Cumberland Times-News


May 23, 2010

This used to be a ‘don’t ask, don’t tell’ matter

— My husband and I are in our 80s, married almost 63 years and have camped at least 55 of those years, once a week, with our family, in everything from a two-man pup tent to a one-ton “Born Free” camper. Mostly on the east coast, from New York to Florida. We also are among those who like a couple of beers at supper time.

I don’t remember where we saw the first “no alcohol” sign, but it was early on. We asked the ranger if this rule was strictly enforced.

He said, “It’s a don’t-ask, don’t-tell situation. The sign is there in case any campers are drunk and disorderly, we can evict them and show them the sign.” As long as you don’t display alcohol openly, i.e. drink your beer in a Styrofoam cup or put your beer can in a “coolie” cup. We used this method in all our camping and never were evicted.

Campers used to be honest citizens. If you went on a side trip, you could leave all your camping gear at your campsite and nothing would be moved while you were gone, unless a storm came up, then everything would be inside your tent with the flap secured. Not any more! Anything not nailed down will be stolen.

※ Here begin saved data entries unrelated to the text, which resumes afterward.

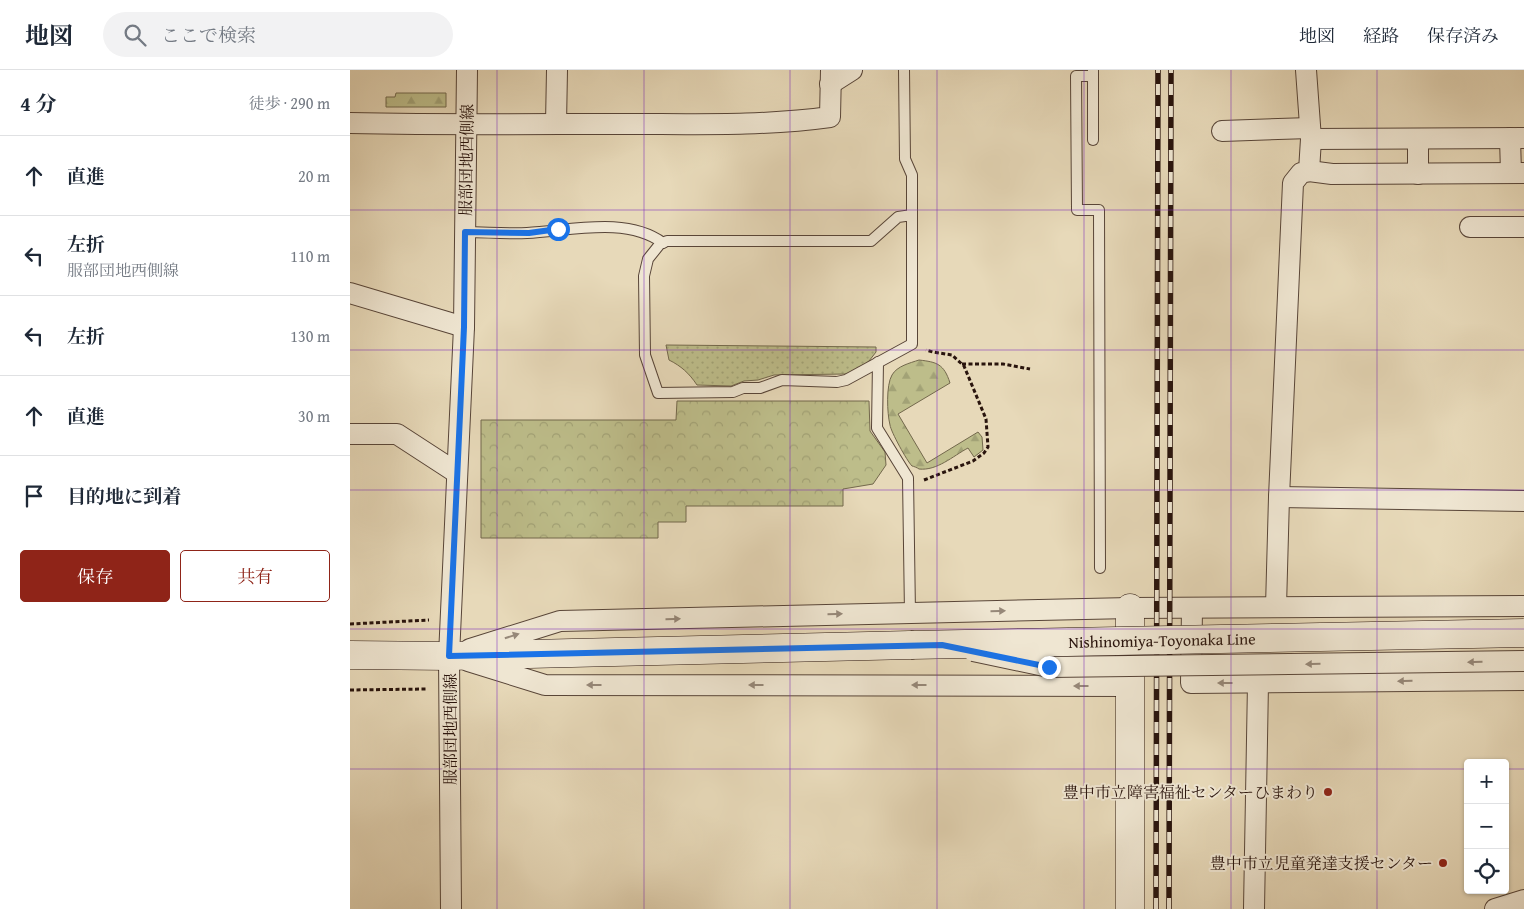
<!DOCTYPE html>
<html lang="ja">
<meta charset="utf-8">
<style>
:root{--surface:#fff;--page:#f2f2f3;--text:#1f2937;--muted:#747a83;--line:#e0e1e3;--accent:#8f2418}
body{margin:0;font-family:"Gentium Book Plus","Noto Serif JP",serif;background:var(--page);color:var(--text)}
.controls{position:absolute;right:15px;bottom:15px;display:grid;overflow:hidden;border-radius:5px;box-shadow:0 1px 4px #0004}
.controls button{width:45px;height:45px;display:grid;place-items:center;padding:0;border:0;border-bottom:1px solid var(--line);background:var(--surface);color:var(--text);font:25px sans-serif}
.stop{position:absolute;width:15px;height:15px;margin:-11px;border:4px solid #1a73e8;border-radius:50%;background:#fff}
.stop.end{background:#1a73e8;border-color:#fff;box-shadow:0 1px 5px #0008}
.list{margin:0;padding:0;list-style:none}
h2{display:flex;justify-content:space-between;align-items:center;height:65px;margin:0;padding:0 20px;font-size:21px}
h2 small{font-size:16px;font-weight:400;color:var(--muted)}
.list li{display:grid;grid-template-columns:32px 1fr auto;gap:15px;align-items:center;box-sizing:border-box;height:80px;padding:0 20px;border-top:1px solid var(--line)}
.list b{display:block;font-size:19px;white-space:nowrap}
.list p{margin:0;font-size:16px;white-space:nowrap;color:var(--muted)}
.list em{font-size:16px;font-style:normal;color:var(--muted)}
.actions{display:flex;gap:10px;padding:15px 20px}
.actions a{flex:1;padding:11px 0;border:1px solid var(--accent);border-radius:5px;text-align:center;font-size:18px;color:var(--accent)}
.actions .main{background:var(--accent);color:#fff}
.icon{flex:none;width:28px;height:28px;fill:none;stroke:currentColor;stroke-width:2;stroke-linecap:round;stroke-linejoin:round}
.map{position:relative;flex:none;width:1174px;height:839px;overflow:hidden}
header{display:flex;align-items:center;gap:30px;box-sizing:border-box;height:70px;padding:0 25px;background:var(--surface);border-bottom:1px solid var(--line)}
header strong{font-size:24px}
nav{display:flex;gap:28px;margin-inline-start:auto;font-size:18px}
.search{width:350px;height:45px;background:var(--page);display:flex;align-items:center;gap:12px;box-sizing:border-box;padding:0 18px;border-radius:28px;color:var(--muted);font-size:19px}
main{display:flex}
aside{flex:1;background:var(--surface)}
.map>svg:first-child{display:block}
</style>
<header>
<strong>地図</strong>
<div class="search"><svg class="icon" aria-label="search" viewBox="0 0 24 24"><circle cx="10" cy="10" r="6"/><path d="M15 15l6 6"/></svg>ここで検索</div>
<nav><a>地図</a><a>経路</a><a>保存済み</a></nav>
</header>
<main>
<aside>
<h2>4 分<small>徒歩 · 290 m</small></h2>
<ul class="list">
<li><svg class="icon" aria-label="ahead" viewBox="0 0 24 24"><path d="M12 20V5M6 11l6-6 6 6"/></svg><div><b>直進</b></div><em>20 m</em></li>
<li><svg class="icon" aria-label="left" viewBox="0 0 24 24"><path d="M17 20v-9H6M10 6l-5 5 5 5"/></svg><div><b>左折</b><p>服部団地西側線</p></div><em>110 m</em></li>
<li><svg class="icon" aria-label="left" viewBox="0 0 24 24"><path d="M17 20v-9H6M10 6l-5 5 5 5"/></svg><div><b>左折</b></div><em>130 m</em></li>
<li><svg class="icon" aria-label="ahead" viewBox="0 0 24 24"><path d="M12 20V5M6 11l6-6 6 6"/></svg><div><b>直進</b></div><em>30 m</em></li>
<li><svg class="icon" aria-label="arrive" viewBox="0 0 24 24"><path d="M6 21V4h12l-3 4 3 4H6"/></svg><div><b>目的地に到着</b></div></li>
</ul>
<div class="actions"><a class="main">保存</a><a>共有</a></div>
</aside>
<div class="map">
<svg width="1174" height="839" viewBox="0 0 1174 839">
<defs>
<pattern id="grass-dots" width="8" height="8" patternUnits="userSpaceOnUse" patternTransform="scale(1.25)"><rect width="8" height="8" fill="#bdbd8a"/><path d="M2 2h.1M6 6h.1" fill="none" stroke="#a2a276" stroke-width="1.8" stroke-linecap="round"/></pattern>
<pattern id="forest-firs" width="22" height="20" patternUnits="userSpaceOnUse" patternTransform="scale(1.25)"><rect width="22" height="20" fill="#bdbd8a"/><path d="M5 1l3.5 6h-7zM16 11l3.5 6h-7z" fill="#a2a276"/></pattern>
<pattern id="park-crowns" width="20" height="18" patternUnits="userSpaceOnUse" patternTransform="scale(1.25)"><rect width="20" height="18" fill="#bdbd8a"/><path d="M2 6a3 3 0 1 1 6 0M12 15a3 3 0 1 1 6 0" fill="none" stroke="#a2a276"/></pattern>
</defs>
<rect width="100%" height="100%" fill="#e7d9b9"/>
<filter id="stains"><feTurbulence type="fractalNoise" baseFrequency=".004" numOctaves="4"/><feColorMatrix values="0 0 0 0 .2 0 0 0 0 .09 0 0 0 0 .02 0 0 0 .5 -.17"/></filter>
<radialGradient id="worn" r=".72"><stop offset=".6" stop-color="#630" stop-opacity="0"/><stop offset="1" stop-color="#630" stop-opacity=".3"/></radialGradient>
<!-- grass -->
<path fill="url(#grass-dots)" stroke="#73684c" d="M316,275L526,277V282L519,291L509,299L496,304L424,305L408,310L394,311L381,316L347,315C339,303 331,296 319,290Z"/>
<!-- forest -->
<g fill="url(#forest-firs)" stroke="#73684c">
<polygon points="46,23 96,23 96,37 36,37 36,27 45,27"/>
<path d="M569,290C587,292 594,294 600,313L548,344L577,393L628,362L632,367L633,380L624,387L618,378C603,386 587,401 569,399C568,398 563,396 562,396C557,391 541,362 540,355C537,343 536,315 542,305C547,296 560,293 569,290Z"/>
</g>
<!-- park -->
<polygon fill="url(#park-crowns)" stroke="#73684c" points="327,331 519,331 520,361 535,382 536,395 523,414 493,419 493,436 336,436 336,452 308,452 308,468 131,468 131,350 326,350"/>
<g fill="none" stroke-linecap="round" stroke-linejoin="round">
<defs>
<g id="lane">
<polyline points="554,0 555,89 562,105 562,274 496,310 487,312 432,310 410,318 393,318 383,322 308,323 295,285 294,206 298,189 310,174 317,171 521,171 548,147 562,145"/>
<polyline points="743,1 743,70"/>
<polyline points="743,6 726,6 727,140 749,140 750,498"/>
<path d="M115,162C135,162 156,164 177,163C220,161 276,146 313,173"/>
<polyline points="528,292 527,358 558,408 560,543"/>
</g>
<g id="street">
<polyline points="480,14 502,0"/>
<path d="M0,53C93,55 187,54 280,54C347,54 414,56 480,47L481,0"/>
<polyline points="206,54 207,0"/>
<polyline points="872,61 960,58"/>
<polyline points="1160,68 1161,103"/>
<polyline points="961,69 1174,68"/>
<polyline points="1068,69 1068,104"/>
<polyline points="959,101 982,104 1174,103"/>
<polyline points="1120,157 1174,157"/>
<polyline points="0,223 114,257"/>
<polyline points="0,364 47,364 107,403"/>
<polyline points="929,427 1174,431"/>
<polyline points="926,537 929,427 943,113 951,103 959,101 961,69 956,0"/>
<polyline points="842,538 841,613 1174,610"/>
<polyline points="120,579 210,551 780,538 1174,536"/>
<polyline points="118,591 195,615 780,616"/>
<polyline points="101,839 99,586 114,257 117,0"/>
<polyline points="904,839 908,613"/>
<polyline points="1145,839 1174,830"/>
</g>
<g id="secondary">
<polyline points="0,585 99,586 561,575"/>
<polyline points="780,839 780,538"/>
</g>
</defs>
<!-- lane casing -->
<use href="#lane" stroke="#584538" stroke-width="12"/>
<!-- street casing -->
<use href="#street" stroke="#584538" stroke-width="22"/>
<!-- secondary casing -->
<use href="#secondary" stroke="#29140d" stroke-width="29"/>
<!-- path -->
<g stroke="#29140d" stroke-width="3" stroke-dasharray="4 2.5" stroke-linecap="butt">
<polyline points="612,294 653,294 680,299"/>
<polyline points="574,410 623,391 634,383 638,377 636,349 614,296 602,285 583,282 576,280"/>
<polyline points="0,554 79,550"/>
<polyline points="0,620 77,619"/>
</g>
<!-- lane -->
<use href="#lane" stroke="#efe6d2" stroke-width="10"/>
<!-- street -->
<use href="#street" stroke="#efe6d2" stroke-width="20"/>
<!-- secondary -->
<use href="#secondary" stroke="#efe6d2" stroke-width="28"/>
<defs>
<g id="rail">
<polyline points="806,839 808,0"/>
<polyline points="819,839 821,0"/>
</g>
</defs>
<!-- rail casing -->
<use href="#rail" stroke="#29140d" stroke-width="5.5"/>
<!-- rail -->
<use href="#rail" stroke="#efe6d2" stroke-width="4" stroke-dasharray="11" stroke-linecap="butt"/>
<defs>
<polyline id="street-bridge" points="623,581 699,597 1174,591"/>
<g id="secondary-bridge">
<path id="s1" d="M561,575L1174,563"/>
</g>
</defs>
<!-- street-bridge casing -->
<use href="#street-bridge" stroke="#584538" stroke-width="22" stroke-linecap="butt"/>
<!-- secondary-bridge casing -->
<use href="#secondary-bridge" stroke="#29140d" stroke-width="29" stroke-linecap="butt"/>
<!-- street-bridge -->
<use href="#street-bridge" stroke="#efe6d2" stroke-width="20"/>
<!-- secondary-bridge -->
<use href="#secondary-bridge" stroke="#efe6d2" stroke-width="28"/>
</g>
<!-- one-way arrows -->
<defs><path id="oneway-solid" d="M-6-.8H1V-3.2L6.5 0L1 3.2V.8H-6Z" transform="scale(1.25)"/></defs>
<g fill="#968879">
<use href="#oneway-solid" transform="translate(648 541) rotate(-1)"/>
<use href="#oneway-solid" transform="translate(485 544) rotate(-1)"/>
<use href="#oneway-solid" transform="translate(323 549) rotate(-1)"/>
<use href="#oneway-solid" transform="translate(162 566) rotate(-17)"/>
<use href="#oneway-solid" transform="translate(1125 592) rotate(179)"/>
<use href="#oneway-solid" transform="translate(963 594) rotate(179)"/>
<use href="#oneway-solid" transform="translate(1055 611) rotate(179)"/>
<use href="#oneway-solid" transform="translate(875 613) rotate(180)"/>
<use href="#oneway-solid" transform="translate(244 615) rotate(-180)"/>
<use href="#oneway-solid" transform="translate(406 615) rotate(-180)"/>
<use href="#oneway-solid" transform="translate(569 615) rotate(-180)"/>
<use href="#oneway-solid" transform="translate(731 616) rotate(-180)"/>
</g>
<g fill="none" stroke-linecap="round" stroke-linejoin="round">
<!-- route -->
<polyline stroke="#1a73e8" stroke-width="6" points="208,159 179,163 115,162 114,257 99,586 592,575 699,597"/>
</g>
<!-- grid -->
<path fill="none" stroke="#7b2cbf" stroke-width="1" stroke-opacity="0.55" d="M147,0V839M294,0V839M440,0V839M587,0V839M734,0V839M881,0V839M1027,0V839M0,140H1174M0,280H1174M0,420H1174M0,559H1174M0,699H1118M1155,699H1174"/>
<!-- markers -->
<g fill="#8f2418" stroke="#efe6d2" stroke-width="2">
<circle cx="978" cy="722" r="5"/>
<circle cx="1093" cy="793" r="5"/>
</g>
<g text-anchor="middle" stroke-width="4" stroke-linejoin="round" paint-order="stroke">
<!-- street labels -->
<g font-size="16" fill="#29140d" stroke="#efe6d2">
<text transform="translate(116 90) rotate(-89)" y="6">服部団地西側線</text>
<text dy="6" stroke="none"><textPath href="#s1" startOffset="251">Nishinomiya-Toyonaka Line</textPath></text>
<text transform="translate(100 659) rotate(-90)" y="6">服部団地西側線</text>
</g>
<!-- poi labels -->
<g font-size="16" fill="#29140d" stroke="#efe6d2" text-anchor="end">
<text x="968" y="728">豊中市立障害福祉センターひまわり</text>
<text x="1083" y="799">豊中市立児童発達支援センター</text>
</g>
</g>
<rect width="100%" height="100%" filter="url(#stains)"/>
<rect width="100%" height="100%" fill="url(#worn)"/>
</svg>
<div class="controls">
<button>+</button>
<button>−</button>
<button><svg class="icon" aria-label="locate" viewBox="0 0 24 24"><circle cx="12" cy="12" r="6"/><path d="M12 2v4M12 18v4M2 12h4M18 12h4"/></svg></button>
</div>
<div class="stop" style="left:208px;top:159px"></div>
<div class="stop end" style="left:699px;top:597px"></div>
</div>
</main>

We used to camp at Lake Sugarloaf. One afternoon we noticed a car with a boat tied on top that said “Lake Sugarloaf.” We knew the owners and called and asked if they had sold a boat. They said “No!”

We told them where their boat was. They said they stopped a car with one of their picnic tables tied on top, and an RV that had strange sounds coming out of it. Someone had put one of their calves in it.

We were volunteer Camp Hosts at Deep Creek State Park, and the summer of 1994 we had 112 campsites to clean up when campers left. There were two kinds of campers, those who were neat and those who were slobs.

One family dumped leftover spaghetti in the fire ring when the dumpster was only 10 feet away! Have you ever tried to rake cooked spaghetti out of charcoal? We raked it out into a box and picked up watermelon rind they had left “for the bears.”

We took the box to the ranger and asked for the address of the campers because they left something behind. He said we could not mail it to them, but they would “flag” their name and inform them to take their trash or put it in the dumpster.

Another time we were cleaning up and a couple of teen-agers asked what we were doing and if they could help! They did an excellent job. So there are all kinds of campers.

A couple of campers knocked on our door at 10:30 p.m. and asked us if the rangers could get their neighbors to turn down the volume on their radio.

We didn’t remember any neighbors up their way, so we asked which campsite? They said they didn’t know, but just listen. You could hear it at our campsite too. We told them the sound wasn’t from our campgrounds, but it from the Honi-Honi Club clear across the lake.

When the wind’s in the right direction, you can hear them. They had a choice of using ear-plugs until 1 p.m. or just enjoying the music.

So, remember, campers: “Take nothing but your trash and leave nothing but your footprints, and have a wonderful week in the woods!”